The land in Lansing will become the location of a new $245 million gaming resort first proposed by the Tribe and Lansing Mayor Virg Bernero in January 2012. The land includes two parcels totaling about 2.7 acres at Michigan Avenue and North Cedar Street adjacent to and near the Lansing Center, the city’s convention and events facility.
The Tribe anticipates the land in Huron Township, totaling 71 acres at 36181 Sibley Road and I-275 southwest of Metro Airport, will also serve as a gaming location. The scope of the gaming project in Huron Township will be determined by an economic impact study currently underway.
A 1997 law passed by Congress called the Michigan Land Claims Settlement Act (MILCSA) requires the U.S. Secretary of the Interior to approve the trust land applications. The Tribe used revenues from its “Self Sufficiency Fund” to purchase the lands. The MILCSA states that “[a]ny lands acquired using amounts from interest or other income of the Self-Sufficiency Fund shall be held in trust by the Secretary for the benefit of the [Sault] Tribe.”
“The law is clear: the Secretary is required to accept these parcels in trust,” said Sault Tribe Chairperson Aaron Payment. “It is a clear, plain-language legal argument. Our Tribe is within federal law and our legal rights to pursue these opportunities to create thousands of new jobs and generate millions of dollars in new revenues that will benefit our members, the people of Lansing, public school students in Lansing, the people of Huron Township, and the entire state.”
The Tribe filed the “Mandatory Fee-to-Trust Acquisition” applications with the U.S. Department of the Interior’s Bureau of Indian Affairs in Sault Ste. Marie, Minnesota and Washington, D.C. Because the law clearly states that the Interior Secretary must approve the applications, Tribal attorneys said the Secretary could act on the applications within a matter of a few weeks.
Three recent federal court developments cleared the way for the Tribe to file the applications:
• On Dec. 18, 2013, the U.S. Court of Appeals ruled that the Sault Tribe had the right to pursue approval of its Lansing casino.
• On May 27 of this year, the U.S. Supreme Court ruled in a somewhat similar case that the State of Michigan could not block the Bay Mills Tribe from opening a casino on land not part of its gaming compact with the state.
• Last week, Michigan Attorney General Bill Schuette withdrew from the U.S. Supreme Court a lawsuit that effectively blocked the filing of the applications.
Payment said that while more legal challenges are likely, the Tribe “remains absolutely confident in our legal theory and committed to pursuing the success of these projects.”
“The attorney general and other parties, including the owners of other casinos, have threatened to do whatever it takes to stop our Tribe from exercising our legal rights, which means they appear willing to block jobs and revenues for Michigan communities that could benefit from these projects,” Payment said. “We are hopeful the attorney general will drop any effort to impose additional long delays on projects that will benefit the entire state.”
Payment said the Huron Township land is a “perfect casino location,” with easy access to I-275, I-75 and Metro Airport.
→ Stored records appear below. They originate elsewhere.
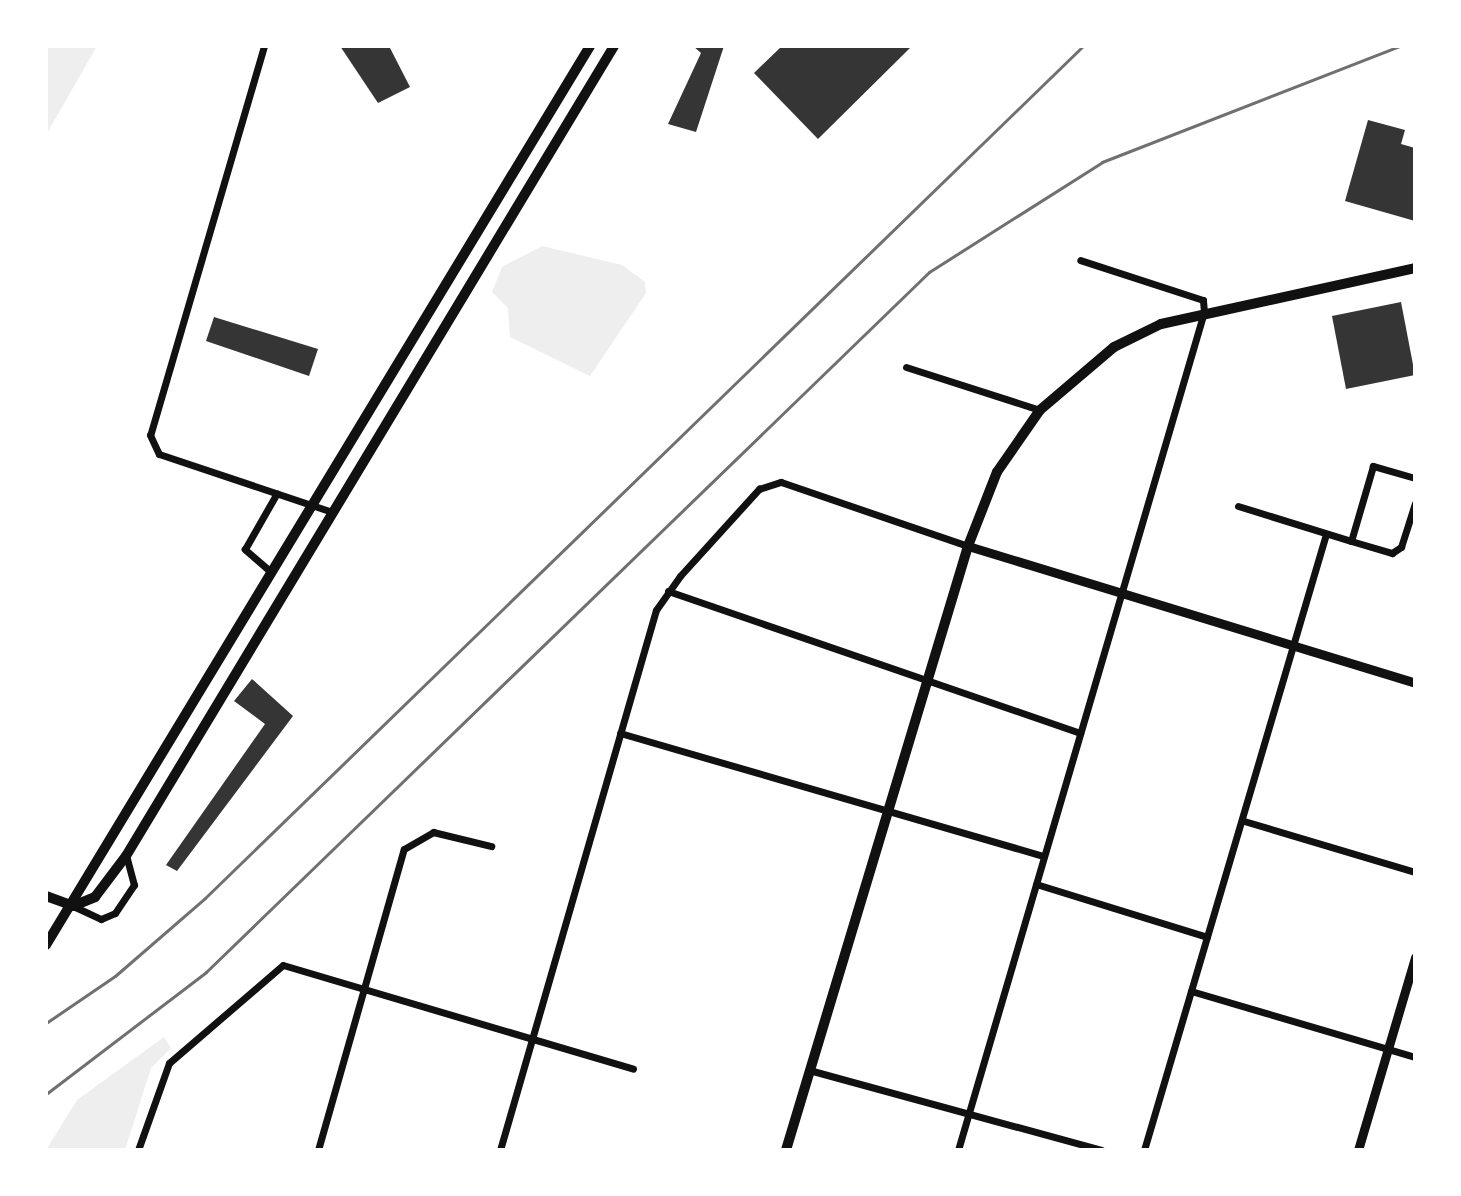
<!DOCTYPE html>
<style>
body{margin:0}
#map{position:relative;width:1461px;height:1196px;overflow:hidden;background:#fff;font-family:Spectral,serif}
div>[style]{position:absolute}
.green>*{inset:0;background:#eee}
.building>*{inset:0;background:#353535}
.minor>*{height:7px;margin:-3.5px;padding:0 3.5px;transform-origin:3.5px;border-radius:3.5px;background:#111}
.tertiary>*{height:9px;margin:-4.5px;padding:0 4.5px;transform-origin:4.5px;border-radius:4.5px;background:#111}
.secondary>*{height:10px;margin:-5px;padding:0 5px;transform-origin:5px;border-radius:5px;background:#111}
.rail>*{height:3px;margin:-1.5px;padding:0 1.5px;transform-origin:1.5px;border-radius:1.5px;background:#707070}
span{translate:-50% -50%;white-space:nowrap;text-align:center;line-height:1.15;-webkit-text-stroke:8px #fff;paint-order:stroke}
.frame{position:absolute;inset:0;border:48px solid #fff;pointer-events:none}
</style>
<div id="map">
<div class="green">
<i style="clip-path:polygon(46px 46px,97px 46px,46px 135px)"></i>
<i style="clip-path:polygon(542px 246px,622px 265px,645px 282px,646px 293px,590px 376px,510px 337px,508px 308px,492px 292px,502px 267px)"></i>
<i style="clip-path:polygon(164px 1037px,171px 1048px,151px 1068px,125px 1150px,46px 1150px,77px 1100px)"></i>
</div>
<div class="building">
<i style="clip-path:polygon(340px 46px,389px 46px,410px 87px,378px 103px)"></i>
<i style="clip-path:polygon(693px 46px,724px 46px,696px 132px,668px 124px,701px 53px)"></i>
<i style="clip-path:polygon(782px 46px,912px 46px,818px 139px,754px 73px)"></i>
<i style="clip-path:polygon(1368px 120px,1405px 130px,1401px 144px,1415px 148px,1415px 221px,1345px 201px)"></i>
<i style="clip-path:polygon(1401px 302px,1415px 375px,1346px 389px,1332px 316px)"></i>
<i style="clip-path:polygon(214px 317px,318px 349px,309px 376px,206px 341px)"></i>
<i style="clip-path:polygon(252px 679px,293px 716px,177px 871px,166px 865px,265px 724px,234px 701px)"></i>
</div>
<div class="minor">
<i style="left:264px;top:46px;width:405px;rotate:106.3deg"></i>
<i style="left:150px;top:435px;width:21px;rotate:65deg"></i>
<i style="left:159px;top:454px;width:182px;rotate:18.5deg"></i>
<i style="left:906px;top:367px;width:141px;rotate:17.8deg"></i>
<i style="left:1415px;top:478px;width:44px;rotate:-164.1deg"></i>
<i style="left:1373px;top:466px;width:78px;rotate:106.3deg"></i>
<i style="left:1351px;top:541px;width:43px;rotate:16.3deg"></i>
<i style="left:1392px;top:553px;width:11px;rotate:-34deg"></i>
<i style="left:1401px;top:547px;width:46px;rotate:-72.3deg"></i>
<i style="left:1238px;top:506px;width:118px;rotate:17.2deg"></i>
<i style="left:271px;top:572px;width:35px;rotate:-139deg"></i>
<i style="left:245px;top:549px;width:64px;rotate:-60.3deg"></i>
<i style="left:668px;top:591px;width:436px;rotate:19deg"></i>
<i style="left:620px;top:733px;width:441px;rotate:16.2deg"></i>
<i style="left:1244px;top:821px;width:178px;rotate:16.6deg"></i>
<i style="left:1036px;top:884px;width:179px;rotate:17.2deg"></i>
<i style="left:73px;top:906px;width:31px;rotate:25deg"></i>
<i style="left:101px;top:919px;width:15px;rotate:-23deg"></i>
<i style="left:115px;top:913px;width:34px;rotate:-56deg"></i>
<i style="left:134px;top:885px;width:30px;rotate:-105deg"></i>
<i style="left:1191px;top:991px;width:234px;rotate:16.4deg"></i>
<i style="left:809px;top:1070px;width:303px;rotate:15.3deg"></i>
<i style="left:138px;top:1150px;width:92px;rotate:-70.4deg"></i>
<i style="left:169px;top:1063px;width:150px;rotate:-40.7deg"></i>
<i style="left:283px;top:965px;width:365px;rotate:16.5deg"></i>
<i style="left:318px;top:1150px;width:313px;rotate:-74.1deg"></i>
<i style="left:404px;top:849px;width:34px;rotate:-30deg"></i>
<i style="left:433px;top:832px;width:60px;rotate:13.6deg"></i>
<i style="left:500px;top:1150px;width:562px;rotate:-73.89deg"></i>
<i style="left:656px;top:610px;width:42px;rotate:-54.8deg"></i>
<i style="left:680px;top:576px;width:118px;rotate:-47.8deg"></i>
<i style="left:759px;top:489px;width:23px;rotate:-18deg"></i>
<i style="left:781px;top:482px;width:198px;rotate:18.9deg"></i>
<i style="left:958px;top:1150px;width:873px;rotate:-73.64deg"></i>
<i style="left:1204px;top:312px;width:12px;rotate:-95deg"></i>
<i style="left:1203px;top:300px;width:129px;rotate:-162deg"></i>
<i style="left:1144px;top:1150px;width:642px;rotate:-73.54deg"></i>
</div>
<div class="tertiary">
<i style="left:968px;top:546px;width:468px;rotate:17deg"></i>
<i style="left:1358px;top:1150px;width:201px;rotate:-73.5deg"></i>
</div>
<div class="secondary">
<i style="left:46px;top:896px;width:29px;rotate:20deg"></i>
<i style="left:73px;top:906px;width:24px;rotate:-22deg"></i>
<i style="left:95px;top:897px;width:51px;rotate:-52.9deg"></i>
<i style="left:126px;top:856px;width:946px;rotate:-58.93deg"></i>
<i style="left:46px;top:945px;width:1051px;rotate:-58.82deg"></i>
<i style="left:786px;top:1150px;width:631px;rotate:-73.23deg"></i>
<i style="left:968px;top:546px;width:79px;rotate:-68.6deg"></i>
<i style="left:997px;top:472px;width:75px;rotate:-55.3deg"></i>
<i style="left:1040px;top:410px;width:97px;rotate:-40.4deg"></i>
<i style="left:1114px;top:347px;width:52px;rotate:-26.1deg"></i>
<i style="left:1161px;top:324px;width:260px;rotate:-12.4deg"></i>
</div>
<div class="rail">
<i style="left:46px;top:1023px;width:83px;rotate:-34.3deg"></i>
<i style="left:115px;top:976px;width:119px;rotate:-40.9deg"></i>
<i style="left:205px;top:898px;width:1223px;rotate:-44.14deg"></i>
<i style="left:46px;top:1094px;width:201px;rotate:-37.3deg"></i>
<i style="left:206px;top:972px;width:1006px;rotate:-44.07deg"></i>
<i style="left:929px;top:272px;width:205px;rotate:-32.4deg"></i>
<i style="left:1102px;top:162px;width:319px;rotate:-21.3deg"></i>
</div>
<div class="frame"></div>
</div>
The land already includes a large, unfinished building that could easily be converted to gaming use and tribal offices. The casino would create jobs and generate revenues to provide services to Tribal members who live in Metro Detroit.
The 125,000-square-foot Lansing casino would create 1,500 permanent jobs and 700 construction jobs. It would also generate revenues the City of Lansing would use to fund the Lansing Promise Scholarships, a program to fund four-year college scholarships for graduates of the city’s high schools.
The Tribe said both casinos could feature either Class 2 or Class 3 gaming. Class 3 gaming includes electronic and table games normally associated with most large casinos (slot machines, poker, blackjack, craps, and roulette). Class 2 gaming is typically defined as games of chance such as bingo, pull tabs, and others. To casino customers, many electronic Class 2 games look and play just like traditional slot machines, even though they are not.